Situation trouble généralisée dans le Dar Tama

Deby a crée intentionnellement une situation confuse, trouble, et d’insécurité généralisée dans le Dar Tama.

Quelques rappels. Le Dar Tama est une région frontalière au soudan habitée majoritairement par le groupe ethnique agriculteur Tama et assimilé. Depuis les sécheresses des années 70 et 80, les populations semi nomades du BET et du Biltine se sont massivement installées dans cette région.

Outre les conflits habituels entre les agriculteurs et éleveurs, les populations immigrées ont eu des comportements d’envahisseurs et d’occupants vis-à-vis de la population autochtone avec la connivence de l’administration dont les chefs appartiennent généralement aux différents groupes ethniques des populations allogènes. La révolte des populations autochtone suivie de la création de l’ANR, RDL et FUC, fut la conséquence logique de cette situation.

En se réconciliant avec Mahamat Nour, Deby cherchait à pallier à deux problèmes : 1) s’en servir des troupes de Mahamat Nour pour combattre la rébellion tchadienne et 2) chasser les populations allogènes qui sont aux yeux de Deby les supports de la rébellion. Et Deby conclu avec Nour deux accords, l’un confidentiel, non écrit, qui confie à Mahamat Nour l’administration complète de la région de Dar Tama et la mise aux pas des populations allogènes, si besoin les faire repartir vers leurs régions d’origine.
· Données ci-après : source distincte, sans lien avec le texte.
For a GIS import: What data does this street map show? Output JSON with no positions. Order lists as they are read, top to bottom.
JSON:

Le second accord est officiel et est juste pour la consommation intérieure et extérieure et reprend les termes habituels de ces genres d’accord sans suite que Deby signe avec tous les ralliés. Cela explique pourquoi les forces de Nour n’ont pas été désarmées, ni redéployées, moins encore brassées dans l’ANT. Cela explique aussi les nombreux affrontements entre les populations allogènes et les éléments de Nour, suivis des nombreux morts de deux camps.
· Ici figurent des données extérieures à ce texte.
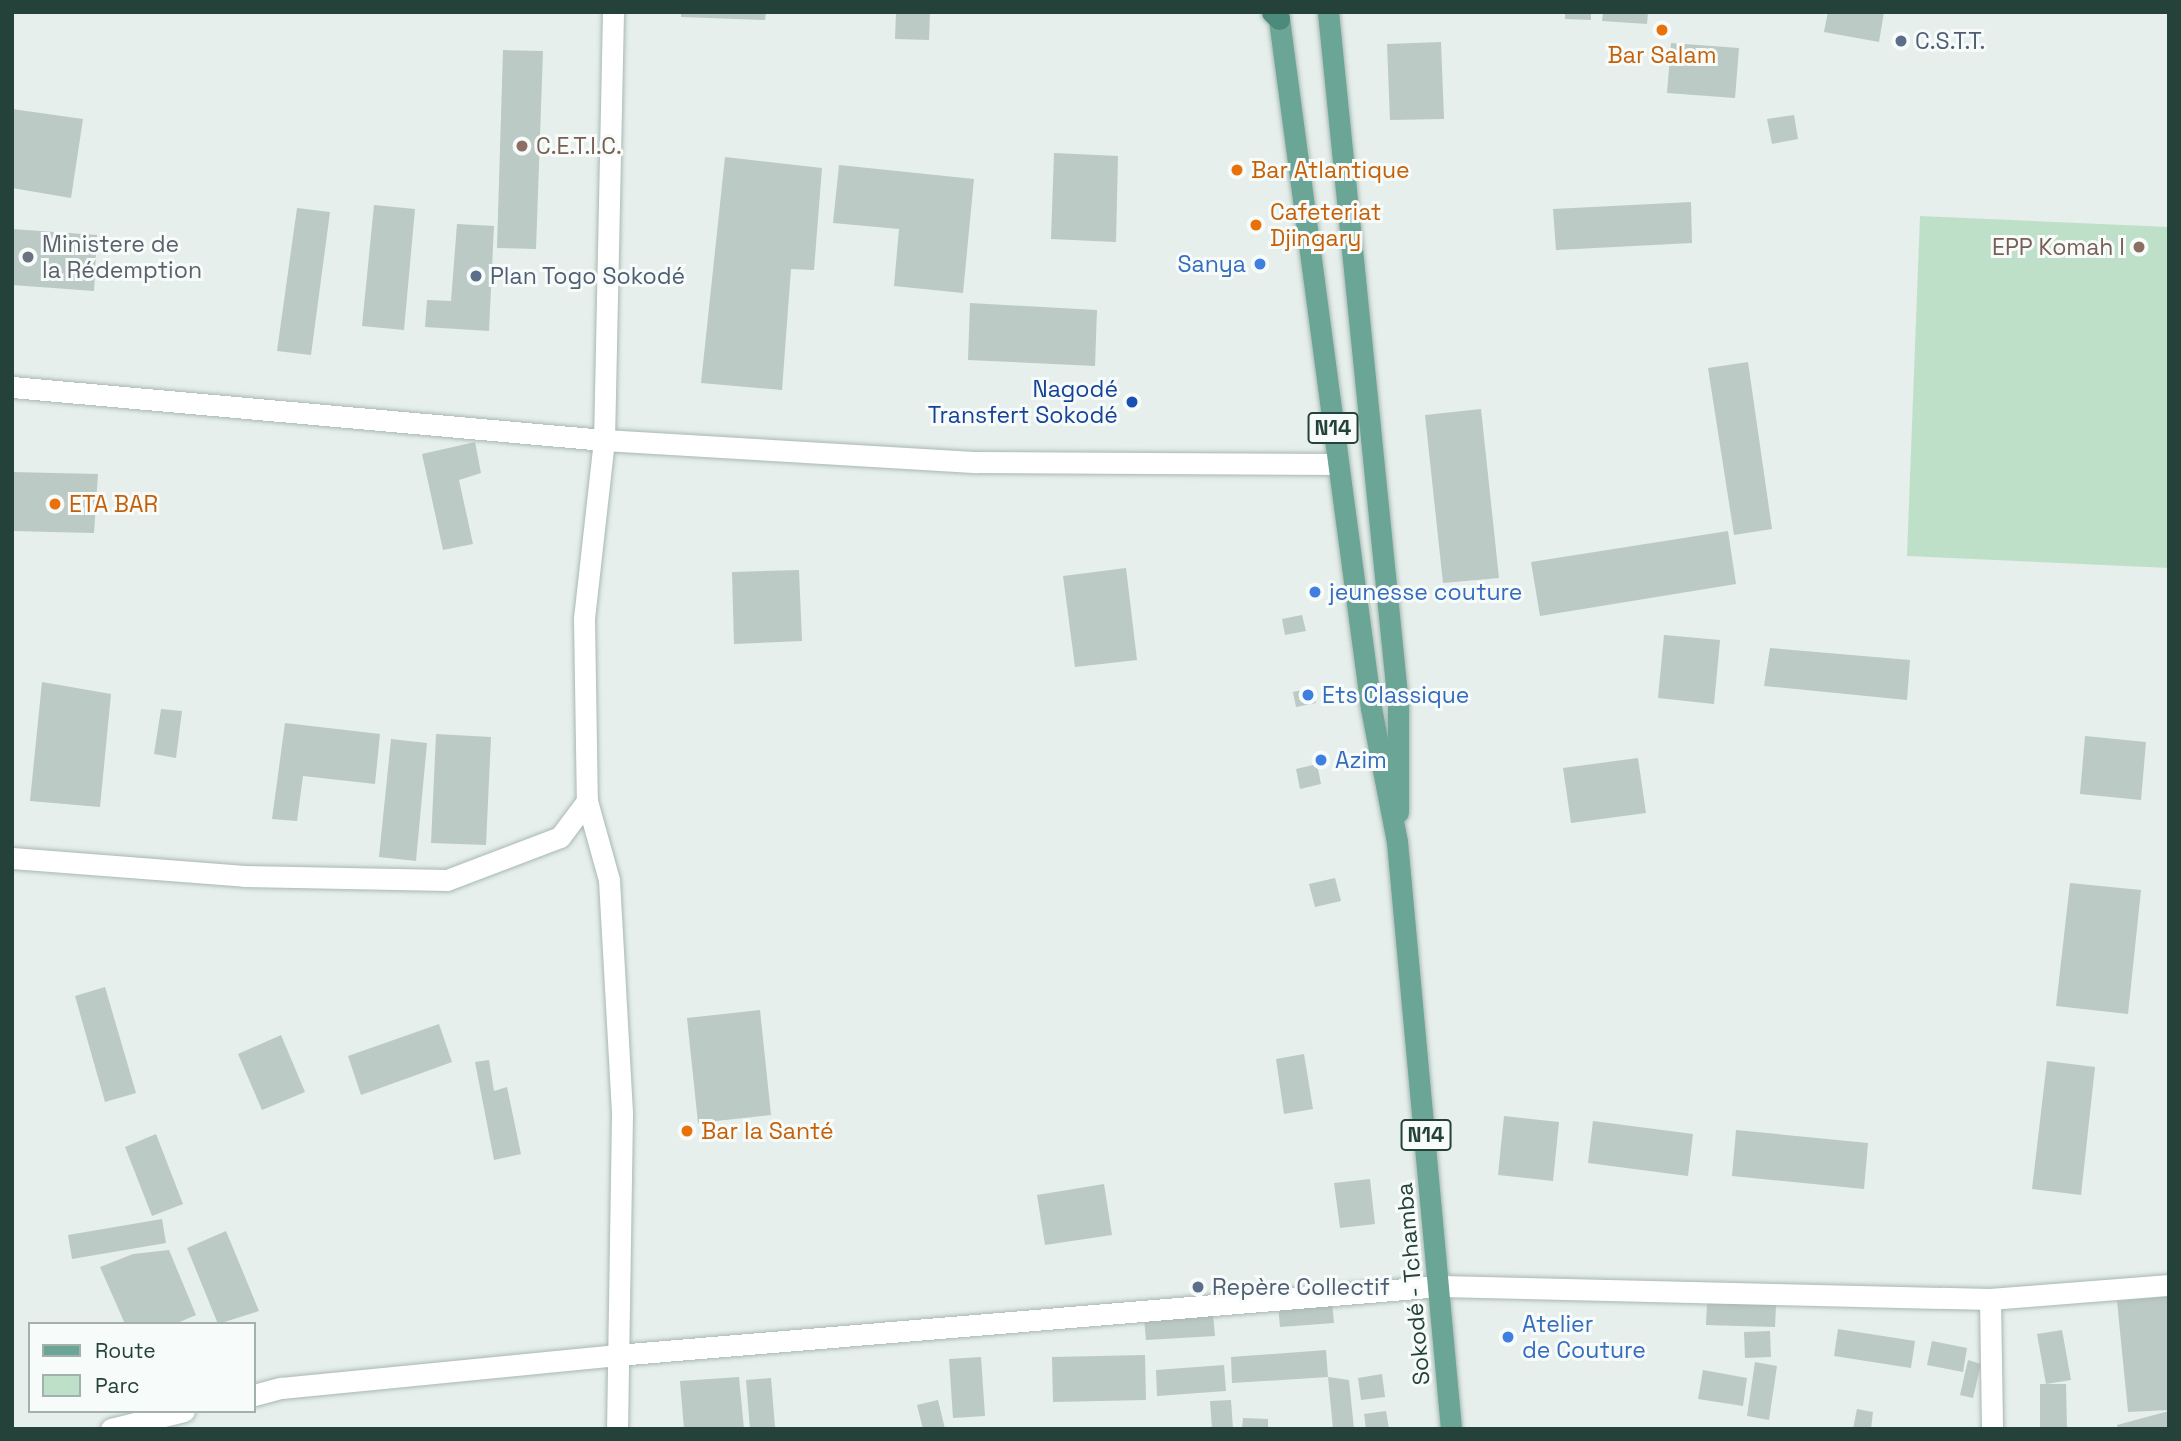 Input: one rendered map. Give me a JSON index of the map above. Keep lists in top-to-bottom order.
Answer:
{
  "streets": {
    "main road": ["N14", "Sokodé - Tchamba"]
  },
  "places": [
    "Bar Salam",
    "C.S.T.T.",
    "C.E.T.I.C.",
    "Bar Atlantique",
    "Cafeteriat Djingary",
    "EPP Komah I",
    "Ministere de la Rédemption",
    "Sanya",
    "Plan Togo Sokodé",
    "Nagodé Transfert Sokodé",
    "ETA BAR",
    "jeunesse couture",
    "Ets Classique",
    "Azim",
    "Bar la Santé",
    "Repère Collectif",
    "Atelier de Couture"
  ],
  "legend": ["Route", "Parc"]
}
Aujourd’hui, la situation est explosive, l’insécurité est généralisée. Les éléments de Nour viennent de franchir un pas supplémentaire dans leur volonté de nettoyer « leur région ». Ils viennent de déclarer ne reconnaître aucune autre autorité dans le Dar Tama que celle de Mahamat Nour ; que les autorités administratives et militaires doivent quitter la région. Tous les éléments de Nour qui ont été déployés à Adré et à Mongo, en renfort de l’ANT, sont rentrés précipitamment à Guéréda sans l’avis des autorités de l’ANT ; la ville de Guéréda est passée sous l’autorité des éléments de Nour, le préfet ayant été séquestré. Les autorités militaires et civiles ont quitté la ville et se sont refugiés dans les grottes environnantes. Pendant ce temps, les populations allogènes se regroupent en milices d’autodéfense ; déjà, plus de trois camps de plus de 100 personnes se sont constitués. Les affrontements de la semaine ont fait plus de 60 morts et des dizaines des blessés de deux cotés.

Ce matin du samedi 3 mars 2007, s’est tenue une réunion entre les éléments de Nour et les officiers supérieurs de l’ANT, mais la réunion s’est terminée en queue de poisson. Les éléments de Nour refusent de dialoguer, leur exigence est unique : le remplacement de toutes les autorités civiles et militaires par les éléments de Mahamat Nour, conformément à l’accord confidentiel conclu entre Nour Deby.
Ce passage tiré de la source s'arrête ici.